Letter to Cardinal Mahony

 


April 8, 2005

Cardinal Roger Mahony
Archbishop of Los Angeles

Dear Cardinal Mahony:

Many times we've stood outside your cathedral, publicly urging you to help heal the hundreds of wounded men and women who are suffering because of abusive clergy of the Los Angeles Archdiocese.

Today, we will stand outside your cathetral again, this time urging you to help heal the hundreds of wounded men and women who are suffering because of abusive clergy of the Boston Archdiocese, and indeed, the whole country.

We will also urge you to help heal the wounds of hundreds of thousands of Catholics who are frustrated and embarrassed by the insensitivity of church officials - both in Rome and in the US - and who deserve, at this historic moment, some escape from the "poster child" of complicit bishops, Cardinal Bernard Law.

Cardinal Mahony, you are the "dean" of the American Catholic cardinals, representing the largest archdiocese in America. In that role, and in your role as a shepherd, a pastor and a priest, we emphatically urge you to do what's right - and speak out against Cardinal Law's shameless self-aggrandizing.

It's been reported that Law is scheduled to say special mass for the Pope this Monday. And last Sunday, he gave an extensive interview to ABC news about the Pope, while steadfastly refusing to comment on the horrific church sex abuse crisis in which he played such a key role.

From our perspective, Law is exploiting this sad time for his own selfish rehabilitation attempt. Out of sensitivity and respect for those families who continue to suffer because of his cover ups, and in a spirit of genuine contrition, Law should avoid the public limelight.

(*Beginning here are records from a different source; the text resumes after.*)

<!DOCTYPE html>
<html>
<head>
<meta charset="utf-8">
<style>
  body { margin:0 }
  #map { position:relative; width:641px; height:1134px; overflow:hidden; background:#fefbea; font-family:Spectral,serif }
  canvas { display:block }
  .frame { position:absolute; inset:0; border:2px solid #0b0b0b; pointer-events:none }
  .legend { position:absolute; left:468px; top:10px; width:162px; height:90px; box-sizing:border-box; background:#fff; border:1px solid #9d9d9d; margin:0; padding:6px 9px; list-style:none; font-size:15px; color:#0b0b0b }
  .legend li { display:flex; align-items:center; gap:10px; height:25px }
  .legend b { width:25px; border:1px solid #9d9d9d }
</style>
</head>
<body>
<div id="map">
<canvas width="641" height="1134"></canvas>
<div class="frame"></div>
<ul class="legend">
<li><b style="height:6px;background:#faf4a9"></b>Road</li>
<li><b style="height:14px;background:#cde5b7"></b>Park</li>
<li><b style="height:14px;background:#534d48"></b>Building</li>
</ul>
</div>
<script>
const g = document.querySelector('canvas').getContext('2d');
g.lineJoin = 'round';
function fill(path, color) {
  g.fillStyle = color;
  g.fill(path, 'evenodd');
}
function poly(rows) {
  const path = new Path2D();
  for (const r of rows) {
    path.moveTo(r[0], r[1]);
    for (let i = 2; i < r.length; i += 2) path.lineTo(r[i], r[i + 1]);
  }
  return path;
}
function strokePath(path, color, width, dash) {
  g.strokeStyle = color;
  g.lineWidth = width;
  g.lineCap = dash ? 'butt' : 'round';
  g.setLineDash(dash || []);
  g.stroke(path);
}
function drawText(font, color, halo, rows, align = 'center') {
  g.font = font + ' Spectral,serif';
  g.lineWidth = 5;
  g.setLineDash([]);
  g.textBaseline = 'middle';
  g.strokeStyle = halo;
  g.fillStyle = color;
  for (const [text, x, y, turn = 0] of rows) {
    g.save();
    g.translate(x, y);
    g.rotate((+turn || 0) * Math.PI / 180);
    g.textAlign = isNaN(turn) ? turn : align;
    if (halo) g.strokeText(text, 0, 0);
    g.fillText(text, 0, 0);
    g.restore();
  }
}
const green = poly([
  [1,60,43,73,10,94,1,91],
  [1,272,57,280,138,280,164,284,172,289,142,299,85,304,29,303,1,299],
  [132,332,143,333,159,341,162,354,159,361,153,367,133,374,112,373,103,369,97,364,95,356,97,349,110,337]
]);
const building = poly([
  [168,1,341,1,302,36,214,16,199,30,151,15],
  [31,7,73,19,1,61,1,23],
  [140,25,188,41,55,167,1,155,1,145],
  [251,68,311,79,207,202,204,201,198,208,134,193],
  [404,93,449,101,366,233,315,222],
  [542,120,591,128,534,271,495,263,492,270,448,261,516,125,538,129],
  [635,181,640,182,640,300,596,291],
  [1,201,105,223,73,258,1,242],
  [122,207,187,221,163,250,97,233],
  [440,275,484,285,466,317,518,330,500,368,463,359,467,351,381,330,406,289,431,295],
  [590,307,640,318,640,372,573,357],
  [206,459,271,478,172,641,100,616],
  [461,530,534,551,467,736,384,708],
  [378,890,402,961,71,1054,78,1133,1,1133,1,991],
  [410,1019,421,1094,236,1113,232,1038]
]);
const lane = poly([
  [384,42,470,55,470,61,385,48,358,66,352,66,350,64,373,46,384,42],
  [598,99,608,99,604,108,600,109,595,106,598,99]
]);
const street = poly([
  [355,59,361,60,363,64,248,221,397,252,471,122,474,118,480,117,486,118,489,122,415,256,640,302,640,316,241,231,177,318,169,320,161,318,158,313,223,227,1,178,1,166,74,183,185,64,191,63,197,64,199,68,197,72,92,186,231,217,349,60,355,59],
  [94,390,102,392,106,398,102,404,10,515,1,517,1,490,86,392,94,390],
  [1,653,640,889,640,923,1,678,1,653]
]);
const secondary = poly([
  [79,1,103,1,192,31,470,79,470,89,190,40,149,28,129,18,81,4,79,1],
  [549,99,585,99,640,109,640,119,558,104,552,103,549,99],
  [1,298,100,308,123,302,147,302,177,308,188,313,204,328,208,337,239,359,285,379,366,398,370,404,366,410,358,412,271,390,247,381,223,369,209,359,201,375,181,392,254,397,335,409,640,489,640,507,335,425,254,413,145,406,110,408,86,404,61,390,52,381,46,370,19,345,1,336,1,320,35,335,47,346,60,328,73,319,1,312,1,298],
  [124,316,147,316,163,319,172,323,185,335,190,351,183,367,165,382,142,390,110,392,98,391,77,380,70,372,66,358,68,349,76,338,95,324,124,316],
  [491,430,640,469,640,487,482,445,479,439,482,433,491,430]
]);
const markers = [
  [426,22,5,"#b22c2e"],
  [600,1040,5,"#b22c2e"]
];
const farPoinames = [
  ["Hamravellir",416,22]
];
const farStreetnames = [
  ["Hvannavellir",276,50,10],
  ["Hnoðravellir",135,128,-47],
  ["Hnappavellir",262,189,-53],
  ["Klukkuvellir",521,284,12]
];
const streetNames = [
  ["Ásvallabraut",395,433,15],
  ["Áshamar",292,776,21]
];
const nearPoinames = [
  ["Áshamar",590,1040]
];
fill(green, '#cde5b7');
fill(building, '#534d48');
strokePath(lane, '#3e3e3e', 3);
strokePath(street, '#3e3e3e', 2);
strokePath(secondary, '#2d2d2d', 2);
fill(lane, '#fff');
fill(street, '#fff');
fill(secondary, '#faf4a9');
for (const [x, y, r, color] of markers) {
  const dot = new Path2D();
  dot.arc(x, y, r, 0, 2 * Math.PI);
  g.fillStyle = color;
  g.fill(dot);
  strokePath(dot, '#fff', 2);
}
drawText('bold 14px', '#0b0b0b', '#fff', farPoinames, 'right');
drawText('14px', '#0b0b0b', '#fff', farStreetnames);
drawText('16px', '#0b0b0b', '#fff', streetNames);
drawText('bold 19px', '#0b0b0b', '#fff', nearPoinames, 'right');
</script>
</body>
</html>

Law should have the courtesy, decency, and humility to step aside voluntarily, out of deference to the well-being of clergy sex abuse victims, their loved ones, and the laity in the US.

If he genuinely wants to honor the Pope, he should avoid causing distractions to the solemn ceremonies and recluse himself from any other public role in the days and weeks again.

But the issue really isn't his behavior. It's the stunning and inexcusable silence by Law's brother prelates.

Vatican officials should prevail upon Law to stop rubbing salt into the already deep wounds of the American church and the hundreds of men and women whose faith has been stolen and whose pain is still crippling because of Law's abusive clerics. They should never have chosen him and they should now ask his to step aside.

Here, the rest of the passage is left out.